> **Assignment**: What is needed is an exact copy of every entry below, minus the images.

*** Information shown

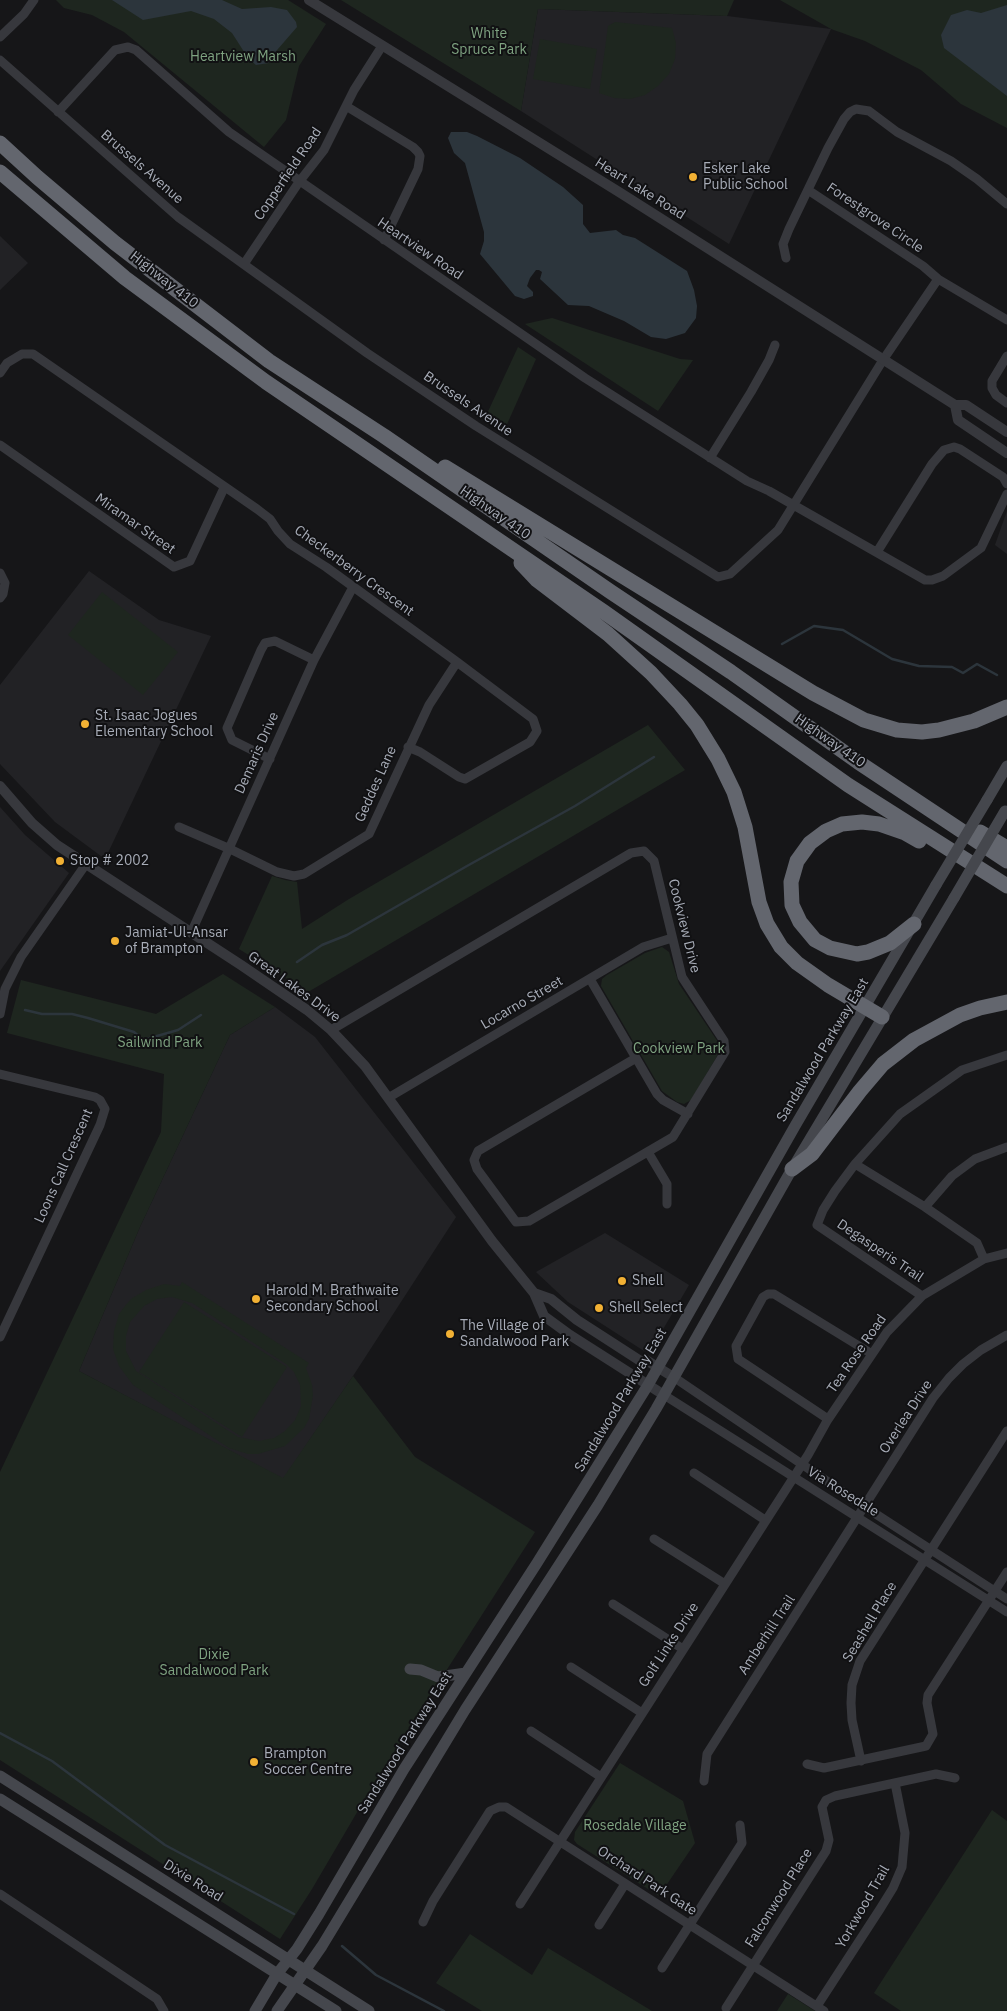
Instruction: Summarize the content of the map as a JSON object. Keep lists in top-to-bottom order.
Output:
{
  "streets": {
    "highway": ["Highway 410"],
    "main road": ["Sandalwood Parkway East", "Dixie Road"],
    "street": [
      "Brussels Avenue",
      "Copperfield Road",
      "Heart Lake Road",
      "Forestgrove Circle",
      "Heartview Road",
      "Miramar Street",
      "Checkerberry Crescent",
      "Demaris Drive",
      "Geddes Lane",
      "Cookview Drive",
      "Great Lakes Drive",
      "Locarno Street",
      "Loons Call Crescent",
      "Degasperis Trail",
      "Tea Rose Road",
      "Overlea Drive",
      "Via Rosedale",
      "Seashell Place",
      "Amberhill Trail",
      "Golf Links Drive",
      "Orchard Park Gate",
      "Falconwood Place",
      "Yorkwood Trail"
    ]
  },
  "crossings": [
    ["Brussels Avenue", "Copperfield Road"],
    ["Brussels Avenue", "Heart Lake Road"],
    ["Brussels Avenue", "Forestgrove Circle"],
    ["Brussels Avenue", "Heartview Road"],
    ["Copperfield Road", "Heart Lake Road"],
    ["Copperfield Road", "Heartview Road"],
    ["Miramar Street", "Checkerberry Crescent"],
    ["Checkerberry Crescent", "Demaris Drive"],
    ["Checkerberry Crescent", "Geddes Lane"],
    ["Demaris Drive", "Geddes Lane"],
    ["Demaris Drive", "Great Lakes Drive"],
    ["Cookview Drive", "Great Lakes Drive"],
    ["Cookview Drive", "Locarno Street"],
    ["Great Lakes Drive", "Locarno Street"],
    ["Great Lakes Drive", "Sandalwood Parkway East"],
    ["Great Lakes Drive", "Via Rosedale"],
    ["Sandalwood Parkway East", "Dixie Road"],
    ["Degasperis Trail", "Tea Rose Road"],
    ["Tea Rose Road", "Via Rosedale"],
    ["Tea Rose Road", "Golf Links Drive"],
    ["Overlea Drive", "Via Rosedale"],
    ["Overlea Drive", "Amberhill Trail"],
    ["Via Rosedale", "Seashell Place"],
    ["Via Rosedale", "Amberhill Trail"],
    ["Via Rosedale", "Golf Links Drive"],
    ["Golf Links Drive", "Orchard Park Gate"],
    ["Orchard Park Gate", "Falconwood Place"],
    ["Orchard Park Gate", "Yorkwood Trail"],
    ["Falconwood Place", "Yorkwood Trail"]
  ],
  "parks": [
    "White Spruce Park",
    "Heartview Marsh",
    "Sailwind Park",
    "Cookview Park",
    "Dixie Sandalwood Park",
    "Rosedale Village"
  ],
  "places": [
    "Esker Lake Public School",
    "St. Isaac Jogues Elementary School",
    "Stop # 2002",
    "Jamiat-Ul-Ansar of Brampton",
    "Shell",
    "Harold M. Brathwaite Secondary School",
    "Shell Select",
    "The Village of Sandalwood Park",
    "Brampton Soccer Centre"
  ]
}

******

> **Written response**:
Instruction: Summarize the content of the map as a JSON object. Keep lists in top-to-bottom order.
Output:
{
  "streets": {
    "highway": ["Highway 410"],
    "main road": ["Sandalwood Parkway East", "Dixie Road"],
    "street": [
      "Brussels Avenue",
      "Copperfield Road",
      "Heart Lake Road",
      "Forestgrove Circle",
      "Heartview Road",
      "Miramar Street",
      "Checkerberry Crescent",
      "Demaris Drive",
      "Geddes Lane",
      "Cookview Drive",
      "Great Lakes Drive",
      "Locarno Street",
      "Loons Call Crescent",
      "Degasperis Trail",
      "Tea Rose Road",
      "Overlea Drive",
      "Via Rosedale",
      "Seashell Place",
      "Amberhill Trail",
      "Golf Links Drive",
      "Orchard Park Gate",
      "Falconwood Place",
      "Yorkwood Trail"
    ]
  },
  "crossings": [
    ["Brussels Avenue", "Copperfield Road"],
    ["Brussels Avenue", "Heart Lake Road"],
    ["Brussels Avenue", "Forestgrove Circle"],
    ["Brussels Avenue", "Heartview Road"],
    ["Copperfield Road", "Heart Lake Road"],
    ["Copperfield Road", "Heartview Road"],
    ["Miramar Street", "Checkerberry Crescent"],
    ["Checkerberry Crescent", "Demaris Drive"],
    ["Checkerberry Crescent", "Geddes Lane"],
    ["Demaris Drive", "Geddes Lane"],
    ["Demaris Drive", "Great Lakes Drive"],
    ["Cookview Drive", "Great Lakes Drive"],
    ["Cookview Drive", "Locarno Street"],
    ["Great Lakes Drive", "Locarno Street"],
    ["Great Lakes Drive", "Sandalwood Parkway East"],
    ["Great Lakes Drive", "Via Rosedale"],
    ["Sandalwood Parkway East", "Dixie Road"],
    ["Degasperis Trail", "Tea Rose Road"],
    ["Tea Rose Road", "Via Rosedale"],
    ["Tea Rose Road", "Golf Links Drive"],
    ["Overlea Drive", "Via Rosedale"],
    ["Overlea Drive", "Amberhill Trail"],
    ["Via Rosedale", "Seashell Place"],
    ["Via Rosedale", "Amberhill Trail"],
    ["Via Rosedale", "Golf Links Drive"],
    ["Golf Links Drive", "Orchard Park Gate"],
    ["Orchard Park Gate", "Falconwood Place"],
    ["Orchard Park Gate", "Yorkwood Trail"],
    ["Falconwood Place", "Yorkwood Trail"]
  ],
  "parks": [
    "White Spruce Park",
    "Heartview Marsh",
    "Sailwind Park",
    "Cookview Park",
    "Dixie Sandalwood Park",
    "Rosedale Village"
  ],
  "places": [
    "Esker Lake Public School",
    "St. Isaac Jogues Elementary School",
    "Stop # 2002",
    "Jamiat-Ul-Ansar of Brampton",
    "Shell",
    "Harold M. Brathwaite Secondary School",
    "Shell Select",
    "The Village of Sandalwood Park",
    "Brampton Soccer Centre"
  ]
}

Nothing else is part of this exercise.